While you hold the light, trust in the light in order that you might become [at some point] children of the light. >
Jhn 12:36 While ye have light, believe in the light, that ye may be the children of light.
Interesting and Hidden Aspects:
Light and darkness are the Greek metaphors for knowledge and ignorance.
The Greek verb "to have" has a more physical meaning of holding in your possession than the English word.
The Greek word translated as "believe" has more of a sense of trusting words than than the English word. Here, the sense is trusting in the knowledge one is holding.

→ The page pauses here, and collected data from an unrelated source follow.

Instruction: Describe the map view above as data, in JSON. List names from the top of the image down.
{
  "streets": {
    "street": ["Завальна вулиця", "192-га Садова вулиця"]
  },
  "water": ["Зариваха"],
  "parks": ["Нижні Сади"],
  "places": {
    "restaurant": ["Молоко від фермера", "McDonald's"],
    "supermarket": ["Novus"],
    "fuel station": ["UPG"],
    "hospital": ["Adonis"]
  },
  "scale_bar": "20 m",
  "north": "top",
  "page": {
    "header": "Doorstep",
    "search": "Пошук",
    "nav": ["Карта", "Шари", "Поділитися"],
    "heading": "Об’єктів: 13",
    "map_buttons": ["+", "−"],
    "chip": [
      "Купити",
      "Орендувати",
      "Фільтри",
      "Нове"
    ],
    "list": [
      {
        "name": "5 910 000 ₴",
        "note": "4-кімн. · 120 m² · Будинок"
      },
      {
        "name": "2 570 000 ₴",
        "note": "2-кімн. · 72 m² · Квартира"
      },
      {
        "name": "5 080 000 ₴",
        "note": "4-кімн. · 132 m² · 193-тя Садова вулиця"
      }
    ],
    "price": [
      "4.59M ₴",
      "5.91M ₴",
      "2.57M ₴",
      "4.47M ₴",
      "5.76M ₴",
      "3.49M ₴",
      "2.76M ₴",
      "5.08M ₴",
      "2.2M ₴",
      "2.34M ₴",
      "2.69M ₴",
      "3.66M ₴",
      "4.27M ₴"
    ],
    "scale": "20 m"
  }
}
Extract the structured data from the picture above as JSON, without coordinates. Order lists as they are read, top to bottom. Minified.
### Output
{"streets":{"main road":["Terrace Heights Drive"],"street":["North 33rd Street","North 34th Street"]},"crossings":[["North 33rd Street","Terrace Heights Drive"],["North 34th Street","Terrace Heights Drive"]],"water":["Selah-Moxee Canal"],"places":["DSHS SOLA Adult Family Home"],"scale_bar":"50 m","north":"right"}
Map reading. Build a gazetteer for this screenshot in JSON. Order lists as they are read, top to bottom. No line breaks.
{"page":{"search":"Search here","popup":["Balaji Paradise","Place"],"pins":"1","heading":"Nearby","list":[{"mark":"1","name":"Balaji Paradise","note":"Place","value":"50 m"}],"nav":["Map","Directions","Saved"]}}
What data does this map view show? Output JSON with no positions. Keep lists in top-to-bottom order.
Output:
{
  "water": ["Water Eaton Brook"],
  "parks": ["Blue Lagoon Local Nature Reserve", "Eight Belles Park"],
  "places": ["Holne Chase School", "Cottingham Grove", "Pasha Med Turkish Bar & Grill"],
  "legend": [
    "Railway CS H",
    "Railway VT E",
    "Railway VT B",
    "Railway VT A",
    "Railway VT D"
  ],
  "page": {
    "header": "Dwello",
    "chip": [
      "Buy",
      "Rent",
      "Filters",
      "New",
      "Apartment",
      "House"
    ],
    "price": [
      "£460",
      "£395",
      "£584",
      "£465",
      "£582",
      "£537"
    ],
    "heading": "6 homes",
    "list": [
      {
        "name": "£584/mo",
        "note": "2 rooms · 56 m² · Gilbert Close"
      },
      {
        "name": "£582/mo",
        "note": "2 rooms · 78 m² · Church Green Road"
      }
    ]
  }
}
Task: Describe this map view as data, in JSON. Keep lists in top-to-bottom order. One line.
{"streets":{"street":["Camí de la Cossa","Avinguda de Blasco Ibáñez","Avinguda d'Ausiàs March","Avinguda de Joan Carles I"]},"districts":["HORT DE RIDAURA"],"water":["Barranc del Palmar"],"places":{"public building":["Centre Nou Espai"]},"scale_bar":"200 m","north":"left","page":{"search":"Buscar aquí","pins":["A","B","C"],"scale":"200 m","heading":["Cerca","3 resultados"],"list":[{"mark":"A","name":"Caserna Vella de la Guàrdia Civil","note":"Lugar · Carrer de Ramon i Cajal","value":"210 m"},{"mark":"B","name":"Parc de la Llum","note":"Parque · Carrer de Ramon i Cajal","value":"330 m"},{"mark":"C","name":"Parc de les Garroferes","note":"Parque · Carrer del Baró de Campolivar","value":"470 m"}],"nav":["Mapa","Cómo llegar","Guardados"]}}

The Greek verb translated in the KJV as "may have" is the verb of becoming and it is in many ways the opposite of the verb of being. It indicates a state of change rather than stasis as the verb "to be" does. This verb indicates the creation of something. It means "to be produced" as well as "to become." This verb is in the subjunctive voice indicating that is something that can potential happen or is expected to happen. It is also in the aorist tense, indicating something that happens as a specific point in time.
For Christ, ideas and information produce offspring, that is, more ideas based on the old ones, in the same way that people produce offspring. Ideas are passed down from generation to generation as surely as genes are.
ὡς "While" is from heos, which means "till", "until", "while," and "so long as."
ἔχετε (2nd pl pres ind act) "Ye have" is from echô (echo), which means "to have", "to hold", "to possess", "to keep", "to have charge of", "to maintain", "to hold fast", "to bear", "to keep close", "to keep safe," and "to have means to do."
πιστεύετε (2nd pl pres imperat act) "Believe" is from pisteuô (pisteuo), which means "to trust, put faith in, or rely on a person", "to believe in someone's words", "to comply", "to feel confident in a thing," and "to entrust in a thing."
εἰς "In" is from eis (eis), which means "into (of place)," "up to (of time)", "until (of time)", "as much as (of measure or limit)", "as far as (of measure or limit)", "towards (to express relation)", "in regard to (to express relation)", "of an end or limit," and "for (of purpose or object)."
φωτὸς "Of the light" is from phos, which means both "light" and is the metaphor for "knowledge."